::: Source information :::
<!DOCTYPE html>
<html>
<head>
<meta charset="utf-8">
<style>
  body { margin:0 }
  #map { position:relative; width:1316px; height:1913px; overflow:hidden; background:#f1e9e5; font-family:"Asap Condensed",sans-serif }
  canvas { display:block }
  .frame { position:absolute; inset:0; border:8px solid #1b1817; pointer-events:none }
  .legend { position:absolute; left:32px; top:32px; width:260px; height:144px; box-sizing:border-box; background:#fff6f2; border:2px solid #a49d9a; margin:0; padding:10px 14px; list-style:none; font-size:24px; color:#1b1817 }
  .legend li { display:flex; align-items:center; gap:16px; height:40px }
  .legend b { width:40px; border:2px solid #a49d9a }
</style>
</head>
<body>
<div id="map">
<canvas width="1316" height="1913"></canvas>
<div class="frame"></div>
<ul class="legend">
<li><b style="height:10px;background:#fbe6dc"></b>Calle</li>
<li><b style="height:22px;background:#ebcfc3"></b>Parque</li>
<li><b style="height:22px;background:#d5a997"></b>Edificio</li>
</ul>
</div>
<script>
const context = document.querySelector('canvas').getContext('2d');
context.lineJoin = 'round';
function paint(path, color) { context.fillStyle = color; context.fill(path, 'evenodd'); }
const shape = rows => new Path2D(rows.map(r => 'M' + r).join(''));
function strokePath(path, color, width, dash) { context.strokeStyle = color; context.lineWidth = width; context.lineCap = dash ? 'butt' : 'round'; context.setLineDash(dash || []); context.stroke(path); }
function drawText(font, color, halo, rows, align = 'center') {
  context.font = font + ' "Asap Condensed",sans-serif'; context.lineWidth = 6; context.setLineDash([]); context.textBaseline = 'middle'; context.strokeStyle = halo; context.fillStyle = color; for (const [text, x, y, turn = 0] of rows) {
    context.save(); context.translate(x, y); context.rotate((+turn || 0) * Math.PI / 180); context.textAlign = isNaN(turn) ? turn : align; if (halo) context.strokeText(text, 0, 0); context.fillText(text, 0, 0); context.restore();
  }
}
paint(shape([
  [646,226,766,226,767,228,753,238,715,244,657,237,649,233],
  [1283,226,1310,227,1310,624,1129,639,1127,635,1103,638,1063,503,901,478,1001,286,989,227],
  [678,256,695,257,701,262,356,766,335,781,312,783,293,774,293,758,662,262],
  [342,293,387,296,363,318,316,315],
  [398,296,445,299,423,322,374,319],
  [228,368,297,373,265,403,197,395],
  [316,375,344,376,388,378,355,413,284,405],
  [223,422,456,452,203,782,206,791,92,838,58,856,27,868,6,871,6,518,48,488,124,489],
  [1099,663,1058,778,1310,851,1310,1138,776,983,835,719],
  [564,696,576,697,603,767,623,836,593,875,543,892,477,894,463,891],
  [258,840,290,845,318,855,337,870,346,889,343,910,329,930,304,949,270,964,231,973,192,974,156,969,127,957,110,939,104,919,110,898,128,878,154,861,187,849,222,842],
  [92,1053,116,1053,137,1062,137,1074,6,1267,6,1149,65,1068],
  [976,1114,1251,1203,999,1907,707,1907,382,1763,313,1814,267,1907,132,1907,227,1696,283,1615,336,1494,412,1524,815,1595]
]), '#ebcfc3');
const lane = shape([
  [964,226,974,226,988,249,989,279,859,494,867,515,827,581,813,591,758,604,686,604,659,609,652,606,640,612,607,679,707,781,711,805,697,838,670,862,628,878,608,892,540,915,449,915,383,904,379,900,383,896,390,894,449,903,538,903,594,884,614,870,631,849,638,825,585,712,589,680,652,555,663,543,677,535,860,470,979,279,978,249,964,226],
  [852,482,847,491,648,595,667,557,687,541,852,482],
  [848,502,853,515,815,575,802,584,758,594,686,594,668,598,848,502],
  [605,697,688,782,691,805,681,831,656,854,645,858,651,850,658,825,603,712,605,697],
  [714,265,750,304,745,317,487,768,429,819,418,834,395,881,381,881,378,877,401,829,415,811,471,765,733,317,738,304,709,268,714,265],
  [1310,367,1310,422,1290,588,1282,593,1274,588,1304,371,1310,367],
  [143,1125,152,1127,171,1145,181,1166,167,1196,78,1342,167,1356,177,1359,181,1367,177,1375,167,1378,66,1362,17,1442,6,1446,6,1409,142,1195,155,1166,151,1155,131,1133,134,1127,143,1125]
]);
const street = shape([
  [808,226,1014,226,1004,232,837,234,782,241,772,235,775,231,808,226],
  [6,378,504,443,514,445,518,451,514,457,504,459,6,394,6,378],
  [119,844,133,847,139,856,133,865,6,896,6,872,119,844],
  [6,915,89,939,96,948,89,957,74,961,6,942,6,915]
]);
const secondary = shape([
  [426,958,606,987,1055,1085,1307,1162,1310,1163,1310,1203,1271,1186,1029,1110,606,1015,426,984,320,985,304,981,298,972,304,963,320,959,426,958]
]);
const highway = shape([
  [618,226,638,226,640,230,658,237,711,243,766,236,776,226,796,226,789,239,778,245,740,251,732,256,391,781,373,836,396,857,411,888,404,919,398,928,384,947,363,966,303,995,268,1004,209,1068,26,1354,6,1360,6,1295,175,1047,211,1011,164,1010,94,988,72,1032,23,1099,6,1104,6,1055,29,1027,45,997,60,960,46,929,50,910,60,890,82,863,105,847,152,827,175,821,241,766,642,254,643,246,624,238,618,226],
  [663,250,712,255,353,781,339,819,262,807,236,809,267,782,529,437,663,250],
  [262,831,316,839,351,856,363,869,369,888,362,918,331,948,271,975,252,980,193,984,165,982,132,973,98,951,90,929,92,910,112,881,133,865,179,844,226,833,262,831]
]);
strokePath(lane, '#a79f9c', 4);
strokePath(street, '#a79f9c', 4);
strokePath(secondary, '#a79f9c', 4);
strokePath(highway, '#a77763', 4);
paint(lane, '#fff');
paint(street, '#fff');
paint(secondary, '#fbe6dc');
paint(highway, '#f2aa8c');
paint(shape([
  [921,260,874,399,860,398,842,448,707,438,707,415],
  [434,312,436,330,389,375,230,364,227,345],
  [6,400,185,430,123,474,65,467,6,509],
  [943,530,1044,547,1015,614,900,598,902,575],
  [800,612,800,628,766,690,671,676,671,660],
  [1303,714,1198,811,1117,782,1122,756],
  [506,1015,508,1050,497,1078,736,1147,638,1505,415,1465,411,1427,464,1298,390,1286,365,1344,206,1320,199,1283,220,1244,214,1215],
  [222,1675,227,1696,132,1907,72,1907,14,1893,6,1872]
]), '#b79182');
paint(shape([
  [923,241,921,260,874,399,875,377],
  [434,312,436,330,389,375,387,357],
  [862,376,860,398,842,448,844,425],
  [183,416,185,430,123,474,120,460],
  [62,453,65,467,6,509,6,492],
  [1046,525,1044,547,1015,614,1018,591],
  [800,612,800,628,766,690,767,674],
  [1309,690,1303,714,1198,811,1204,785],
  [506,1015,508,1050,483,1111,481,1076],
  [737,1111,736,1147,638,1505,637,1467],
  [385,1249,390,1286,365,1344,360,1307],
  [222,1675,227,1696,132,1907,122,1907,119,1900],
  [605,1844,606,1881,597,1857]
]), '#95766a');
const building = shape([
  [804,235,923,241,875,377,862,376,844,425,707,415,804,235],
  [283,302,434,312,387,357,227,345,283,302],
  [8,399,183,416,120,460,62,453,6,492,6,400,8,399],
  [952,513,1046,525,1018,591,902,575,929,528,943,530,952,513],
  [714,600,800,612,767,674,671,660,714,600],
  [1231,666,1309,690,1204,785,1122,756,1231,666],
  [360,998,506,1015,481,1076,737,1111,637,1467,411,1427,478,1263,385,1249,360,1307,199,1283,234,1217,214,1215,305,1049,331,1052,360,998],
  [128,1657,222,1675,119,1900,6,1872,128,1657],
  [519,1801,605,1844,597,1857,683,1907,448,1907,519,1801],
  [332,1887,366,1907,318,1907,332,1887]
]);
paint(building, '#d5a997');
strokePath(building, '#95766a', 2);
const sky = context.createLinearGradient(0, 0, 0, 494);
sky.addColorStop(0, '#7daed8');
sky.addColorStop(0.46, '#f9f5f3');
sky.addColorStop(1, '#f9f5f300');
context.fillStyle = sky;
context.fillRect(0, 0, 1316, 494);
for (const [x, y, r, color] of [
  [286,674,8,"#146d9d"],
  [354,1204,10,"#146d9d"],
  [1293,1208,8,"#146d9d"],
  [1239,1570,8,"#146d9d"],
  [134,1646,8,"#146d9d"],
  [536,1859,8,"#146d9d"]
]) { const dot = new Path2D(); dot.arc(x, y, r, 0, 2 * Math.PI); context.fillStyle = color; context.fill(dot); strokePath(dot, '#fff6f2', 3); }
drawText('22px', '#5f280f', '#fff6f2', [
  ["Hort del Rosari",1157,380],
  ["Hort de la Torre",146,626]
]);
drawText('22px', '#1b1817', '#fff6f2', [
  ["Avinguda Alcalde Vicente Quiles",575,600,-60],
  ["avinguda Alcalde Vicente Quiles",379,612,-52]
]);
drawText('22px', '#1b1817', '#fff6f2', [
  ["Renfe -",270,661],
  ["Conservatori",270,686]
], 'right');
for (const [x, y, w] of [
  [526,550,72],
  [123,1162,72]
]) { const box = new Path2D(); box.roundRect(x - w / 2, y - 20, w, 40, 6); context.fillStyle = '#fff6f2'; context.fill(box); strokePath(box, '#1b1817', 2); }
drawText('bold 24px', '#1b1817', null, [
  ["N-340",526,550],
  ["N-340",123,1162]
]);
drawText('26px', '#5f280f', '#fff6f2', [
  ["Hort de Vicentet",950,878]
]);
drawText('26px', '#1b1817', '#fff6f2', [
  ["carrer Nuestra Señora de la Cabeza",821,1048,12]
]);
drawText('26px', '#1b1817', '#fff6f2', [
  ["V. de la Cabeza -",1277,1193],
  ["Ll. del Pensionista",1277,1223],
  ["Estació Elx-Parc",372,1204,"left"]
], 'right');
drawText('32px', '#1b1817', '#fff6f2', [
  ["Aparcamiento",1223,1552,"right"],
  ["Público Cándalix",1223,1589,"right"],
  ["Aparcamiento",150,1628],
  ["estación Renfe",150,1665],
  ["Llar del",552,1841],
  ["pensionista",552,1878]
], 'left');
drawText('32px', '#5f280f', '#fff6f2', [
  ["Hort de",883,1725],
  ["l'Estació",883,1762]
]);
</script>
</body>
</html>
:::
## What you should do:
What lines in the material above include "center"? Copy every one of them.

## Reply to the exercise:
  .legend li { display:flex; align-items:center; gap:16px; height:40px }
function drawText(font, color, halo, rows, align = 'center') {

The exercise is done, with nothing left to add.